How'd you get the data? So I wonder if you can kind of help us build a past that you did this great thing you said earlier? Well, there's a strategy and there's an execution, and it might be the right strategy, but the wrong execution or is. It's just the wrong strategy.

Kiara Kemspki: Yeah. No, that's a that's a, that's a really great question. I think, for me, when I know that a strategy is sound and. Right, two things are likely universally true. One, the customer problem is the right one. We're solving. And you'd be surprised at like, it can take a little while to actually get to the right customer problem to solve.

whether that's, hey, is it a big enough problem that is actually felt by enough people, or am I kind of building a solution for a very niche audience? so really understanding, like, is that the right customer problem to be solving or the business one for that matter?
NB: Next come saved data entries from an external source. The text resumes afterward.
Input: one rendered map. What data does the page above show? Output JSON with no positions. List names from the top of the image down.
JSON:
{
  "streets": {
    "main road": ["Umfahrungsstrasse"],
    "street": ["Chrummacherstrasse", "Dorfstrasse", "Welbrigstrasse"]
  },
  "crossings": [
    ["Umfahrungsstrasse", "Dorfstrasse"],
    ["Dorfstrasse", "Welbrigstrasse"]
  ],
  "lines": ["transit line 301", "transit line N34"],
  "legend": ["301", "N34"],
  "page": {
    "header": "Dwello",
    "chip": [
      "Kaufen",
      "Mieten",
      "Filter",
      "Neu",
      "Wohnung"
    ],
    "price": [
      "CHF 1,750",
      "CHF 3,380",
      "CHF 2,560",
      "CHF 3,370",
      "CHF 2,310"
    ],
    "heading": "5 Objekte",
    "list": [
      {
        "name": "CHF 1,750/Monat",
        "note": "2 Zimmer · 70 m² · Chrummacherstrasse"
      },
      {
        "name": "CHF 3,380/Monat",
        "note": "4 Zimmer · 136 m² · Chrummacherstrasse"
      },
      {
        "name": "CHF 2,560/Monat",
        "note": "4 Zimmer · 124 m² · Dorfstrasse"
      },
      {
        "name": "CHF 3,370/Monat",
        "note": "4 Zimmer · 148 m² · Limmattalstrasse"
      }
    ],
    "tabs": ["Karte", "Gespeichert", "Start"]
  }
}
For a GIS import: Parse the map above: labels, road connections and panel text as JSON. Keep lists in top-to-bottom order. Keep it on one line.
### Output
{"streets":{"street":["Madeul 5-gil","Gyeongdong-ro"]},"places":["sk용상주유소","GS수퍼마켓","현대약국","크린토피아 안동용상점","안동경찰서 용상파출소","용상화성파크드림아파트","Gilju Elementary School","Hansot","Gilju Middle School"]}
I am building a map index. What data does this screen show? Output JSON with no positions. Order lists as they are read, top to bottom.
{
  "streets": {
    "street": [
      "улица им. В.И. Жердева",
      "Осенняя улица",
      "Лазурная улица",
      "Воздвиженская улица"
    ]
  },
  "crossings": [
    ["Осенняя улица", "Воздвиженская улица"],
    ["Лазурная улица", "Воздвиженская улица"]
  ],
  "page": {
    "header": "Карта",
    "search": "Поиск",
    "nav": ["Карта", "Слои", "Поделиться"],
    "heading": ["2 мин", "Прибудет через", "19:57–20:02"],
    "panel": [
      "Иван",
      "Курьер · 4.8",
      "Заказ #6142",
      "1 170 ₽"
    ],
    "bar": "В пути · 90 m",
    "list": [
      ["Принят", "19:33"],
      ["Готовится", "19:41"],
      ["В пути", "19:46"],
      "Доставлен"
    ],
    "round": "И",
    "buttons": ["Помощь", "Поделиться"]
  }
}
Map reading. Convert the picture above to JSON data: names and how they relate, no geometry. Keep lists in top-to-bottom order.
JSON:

And whether it's, you know, competitive disruption or something of that degree.

So one is the problem the right one to solve. number number one. Number two is the solution we are proposing truly fixing that customer problem. Now that can play into, of course, product market fit. It could play into a marketing messaging problem. Right. In the example of like hey customer urgency, we knew we had to increase customer urgency in that previous example, but also that we knew, hey, if you learn something about yourself today that would change the way that you live for the future, that solves that problem.

The way in which we show you what those things are. what are those inspirational things that will change your life, is where the execution, wasn't quite right. And where we we're going to take a number of different paths forward. And I think that comes up so many times with creative too. Your a great example of creative testing.

right. Are we getting are we either asking the right questions and focus grouping, or are we throwing enough various stimulus to give an audience that counts for painted door testing as well? Are there enough right versions of stimulus? Right. or building out a product? And are there enough creative versions telling different value propositions against this particular creative to learn our way and, and find some similarities and traits?

So I find that once we know, hey again, customer problem is right, our proposed solution and offering is also right. Then it really becomes around like okay, that go to market strategy. That's probably where we have the most room, an opportunity to adjust and figure out. And you have to balance that with the runway and the budget. You have to do that.

Right. but any sort of variations you can do are built into that, or any pre-testing you can do to be as informed as possible will usually set you up for for far more success.

Daniel Burstein: All right. So we've talked about business and customer problems. we've talked about building solutions for those and the right strategies and stuff. But here's another word you bring up. And I wonder how it fits into all these on purpose. Purpose. There's another one. Be purpose led. You said you learn this from the mirror. So how did you learn this from Vineet?

How does it all fit in with everything we've talked about so far?

Kiara Kemspki: Yes. Well, Vineet, if anyone has had the the pleasure and the opportunity to work with or for Vineet, I feel like no one can get a market or more charged up and excited about, you know, a vision of what we can do together. and I guess I just had a I have such fond memories of just being so inspired by him, and and he had a he was a hugely, influential in my career as far as thinking about and pushing me to truly challenge myself and challenge my, my thinking and, and push us forward.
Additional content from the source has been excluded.